= Sgouros =

Sgouros (Σγούρος/Σγουρός, also frequently found as Sguro(s) but even as Guro in some Latin texts, is the name of various notable persons and families in Byzantine and post-Byzantine Greece, attested from 12th century.

==Etymology==
The word sgouros means "curly-haired" in medieval Greek and is of uncertain etymology. According to Adamantios Korais the etymology is from the Greek word gyros (round).

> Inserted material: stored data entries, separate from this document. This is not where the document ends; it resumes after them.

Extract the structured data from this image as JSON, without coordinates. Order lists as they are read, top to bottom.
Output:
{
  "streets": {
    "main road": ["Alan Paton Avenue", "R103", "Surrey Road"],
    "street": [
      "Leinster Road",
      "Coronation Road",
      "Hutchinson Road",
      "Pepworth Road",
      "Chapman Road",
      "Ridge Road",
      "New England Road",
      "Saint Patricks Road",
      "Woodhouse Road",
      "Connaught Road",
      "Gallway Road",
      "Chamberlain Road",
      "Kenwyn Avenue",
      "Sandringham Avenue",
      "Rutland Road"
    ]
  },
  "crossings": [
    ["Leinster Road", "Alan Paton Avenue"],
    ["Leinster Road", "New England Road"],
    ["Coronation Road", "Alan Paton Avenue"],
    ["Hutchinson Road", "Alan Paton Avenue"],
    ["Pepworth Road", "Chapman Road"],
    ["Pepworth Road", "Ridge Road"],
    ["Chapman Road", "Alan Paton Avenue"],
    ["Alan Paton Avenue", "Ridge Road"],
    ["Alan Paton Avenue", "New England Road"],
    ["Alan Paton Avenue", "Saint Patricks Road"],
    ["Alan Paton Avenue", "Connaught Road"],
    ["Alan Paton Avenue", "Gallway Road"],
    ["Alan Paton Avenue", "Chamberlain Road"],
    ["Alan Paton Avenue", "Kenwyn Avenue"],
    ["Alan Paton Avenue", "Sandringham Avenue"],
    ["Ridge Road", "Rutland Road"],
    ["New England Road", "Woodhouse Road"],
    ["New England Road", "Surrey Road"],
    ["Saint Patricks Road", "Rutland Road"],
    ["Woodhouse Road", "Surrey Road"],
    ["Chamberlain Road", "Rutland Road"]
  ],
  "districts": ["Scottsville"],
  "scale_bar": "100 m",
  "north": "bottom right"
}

==Notable persons bearing the name ==
- Surname
- Theodore Sgouros, governor of Argos and Nafplio, late 12th century
- Leo Sgouros, son of Theodore, autonomous ruler of the NE Peloponnese and Central Greece, early 13th century
- Gabriel Sgouros, brother and successor of Leo, surrendered Nafplio to the Crusaders (1212).
- George A. Sgouros, Inventor, Industrial & Graphic Designer, Photographer, Independent Candidate for Mayor of Roanoke City, VA (2004 & 2008).
- Sgouros, of unknown other name. Participated in the siege of Constantinople (1453) as naval commander, evacuating Christians with his ship.
- Progonos Sgouros (fl. 1294–1300), an Albanian Byzantine noble, member of the Skuraj family. Benefactor of churches and monasteries in Macedonia.
- Dimitris Sgouros (born 1969), Greek classical pianist
- Angelo Sgouros (born 1977), Greek / American musical producer and recording artist.
- Yiannis Sgouros, Greek politician
- Given name
- Sgouros Spata (fl. 1400–1403), Albanian lord

==Modern usage==
The name is used as surname in modern Greece, also with derivatives such as Sgouras, Sgouropoulos, Sgourakis, Sgourides, Sgouris etc.